2) You can pull the content from local registry from the control-plane host.

sudo podman pull --authfile /var/lib/kubelet/config.json 192.168.1.106:5555/ocp4/openshift4@sha256:e68a6bfd900b83c947195bc1a82ac467f139edf567c8492a1170275539f9b9f9
jcordes73 commented 5 years ago

OS Version

cat /etc/os-release (identical on bootstrap and control-plane node) NAME="Red Hat Enterprise Linux CoreOS" VERSION="42.80.20190828.2" VERSION_ID="4.2" PRETTY_NAME="Red Hat Enterprise Linux CoreOS 42.80.20190828.2 (Ootpa)" ID="rhcos" ID_LIKE="rhel fedora" ANSI_COLOR="0;31" HOME_URL="https://www.redhat.com/" BUG_REPORT_URL="https://bugzilla.redhat.com/" REDHAT_BUGZILLA_PRODUCT="OpenShift Container Platform" REDHAT_BUGZILLA_PRODUCT_VERSION="4.2" REDHAT_SUPPORT_PRODUCT="OpenShift Container Platform" REDHAT_SUPPORT_PRODUCT_VERSION="4.2" OSTREE_VERSION=42.80.20190828.2

Authfile

sudo cat /var/lib/kubelet/config.json {"auths":{"192.168.1.106:5555":{"auth":"YWRtaW46YWRtaW4xMjM=","email":"noemail@localhost"}}}

From install-config.yaml pullSecret: '{"auths":{"192.168.1.106:5555": {"auth": "YWRtaW46YWRtaW4xMjM=","email": "noemail@localhost"}}}'

So this looks identical

Pulling images

On control-plane:

sudo podman pull --authfile /var/lib/kubelet/config.json 192.168.1.106:5555/ocp4/openshift4@sha256:e68a6bfd900b83c947195bc1a82ac467f139edf567c8492a1170275539f9b9f9 Trying to pull 192.168.1.106:5555/ocp4/openshift4@sha256:e68a6bfd900b83c947195bc1a82ac467f139edf567c8492a1170275539f9b9f9...ERRO[0000] Error pulling image ref //192.168.1.106:5555/ocp4/openshift4@sha256:e68a6bfd900b83c947195bc1a82ac467f139edf567c8492a1170275539f9b9f9: Error initializing source docker://192.168.1.106:5555/ocp4/openshift4@sha256:e68a6bfd900b83c947195bc1a82ac467f139edf567c8492a1170275539f9b9f9: pinging docker registry returned: Get https://192.168.1.106:5555/v2/: x509: certificate is not authorized to sign other certificates Failed Error: error pulling image "192.168.1.106:5555/ocp4/openshift4@sha256:e68a6bfd900b83c947195bc1a82ac467f139edf567c8492a1170275539f9b9f9": unable to pull 192.168.1.106:5555/ocp4/openshift4@sha256:e68a6bfd900b83c947195bc1a82ac467f139edf567c8492a1170275539f9b9f9: unable to pull image: Error initializing source docker://192.168.1.106:5555/ocp4/openshift4@sha256:e68a6bfd900b83c947195bc1a82ac467f139edf567c8492a1170275539f9b9f9: pinging docker registry returned: Get https://192.168.1.106:5555/v2/: x509: certificate is not authorized to sign other certificates

on bootstrap-node:

sudo podman pull --authfile /var/lib/kubelet/config.json 192.168.1.106:5555/ocp4/openshift4@sha256:e68a6bfd900b83c947195bc1a82ac467f139edf567c8492a1170275539f9b9f9 Trying to pull 192.168.1.106:5555/ocp4/openshift4@sha256:e68a6bfd900b83c947195bc1a82ac467f139edf567c8492a1170275539f9b9f9...Getting image source signatures Copying blob 7dc19ca4b0d7 done Copying config c37a96e3aa done Writing manifest to image destination Storing signatures c37a96e3aa1ddba10c1da3065bed064cb7afd51153fb61b0830dd47e4ce712a9

Interestingly /var/lib/kubelet/config.json doesn't exist on the bootstrap-node.

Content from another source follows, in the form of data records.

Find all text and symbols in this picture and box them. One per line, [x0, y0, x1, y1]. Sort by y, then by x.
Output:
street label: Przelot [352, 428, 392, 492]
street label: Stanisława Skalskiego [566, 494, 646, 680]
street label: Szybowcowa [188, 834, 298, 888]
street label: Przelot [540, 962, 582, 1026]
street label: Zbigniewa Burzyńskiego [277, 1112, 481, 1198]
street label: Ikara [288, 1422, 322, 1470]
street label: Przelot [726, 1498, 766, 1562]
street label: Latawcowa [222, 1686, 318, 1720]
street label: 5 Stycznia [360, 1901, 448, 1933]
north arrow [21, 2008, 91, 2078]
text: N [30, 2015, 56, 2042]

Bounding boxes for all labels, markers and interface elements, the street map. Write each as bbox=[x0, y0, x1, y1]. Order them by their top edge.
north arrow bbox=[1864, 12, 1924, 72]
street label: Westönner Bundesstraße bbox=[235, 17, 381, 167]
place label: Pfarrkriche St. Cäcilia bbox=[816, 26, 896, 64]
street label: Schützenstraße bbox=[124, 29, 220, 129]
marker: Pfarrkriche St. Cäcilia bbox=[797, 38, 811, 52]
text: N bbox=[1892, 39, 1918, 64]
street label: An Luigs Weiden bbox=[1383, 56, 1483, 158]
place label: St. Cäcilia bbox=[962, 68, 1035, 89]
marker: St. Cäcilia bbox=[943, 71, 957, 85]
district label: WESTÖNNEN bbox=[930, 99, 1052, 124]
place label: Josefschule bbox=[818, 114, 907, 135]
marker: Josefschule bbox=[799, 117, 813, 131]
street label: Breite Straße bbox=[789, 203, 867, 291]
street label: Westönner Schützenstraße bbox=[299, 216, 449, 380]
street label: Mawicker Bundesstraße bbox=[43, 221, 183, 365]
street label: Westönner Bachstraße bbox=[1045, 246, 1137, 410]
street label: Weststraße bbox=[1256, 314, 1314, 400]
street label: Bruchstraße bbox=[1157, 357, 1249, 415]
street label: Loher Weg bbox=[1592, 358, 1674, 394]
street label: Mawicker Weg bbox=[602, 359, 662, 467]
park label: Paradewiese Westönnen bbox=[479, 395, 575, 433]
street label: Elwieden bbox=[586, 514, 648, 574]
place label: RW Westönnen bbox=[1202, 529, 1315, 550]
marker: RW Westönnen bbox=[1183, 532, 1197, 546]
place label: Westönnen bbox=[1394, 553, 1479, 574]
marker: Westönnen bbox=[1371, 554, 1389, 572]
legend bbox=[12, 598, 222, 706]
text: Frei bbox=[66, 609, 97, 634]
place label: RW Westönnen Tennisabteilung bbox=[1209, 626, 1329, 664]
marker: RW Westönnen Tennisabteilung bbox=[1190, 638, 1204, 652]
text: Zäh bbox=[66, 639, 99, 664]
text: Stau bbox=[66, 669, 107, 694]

abhinavdahiya commented 5 years ago

Get https://192.168.1.106:5555/v2/: x509: certificate is not authorized to sign other certificates Failed

hmm, the CA is updated on the node by a service.. Can you check? systemctl status coreos-update-ca-trust.service or journalctl -u coreos-update-ca-trust.service

and the contents of /etc/pki/ca-trust/source/anchors/

wking commented 5 years ago

@abhinavdahiya tracked this down to a Version 1 X.509 cert being silently filtered, because keyUsage and Is CA were added in Version 3 (e.g. see here) and filtering here. So we should be allowing those v1 CAs through, and possibly warning on them, and maybe rejecting only non-CA v3 certs in verification. Or something like that.

mbach04 commented 4 years ago

Is there a workaround for this in the mean time?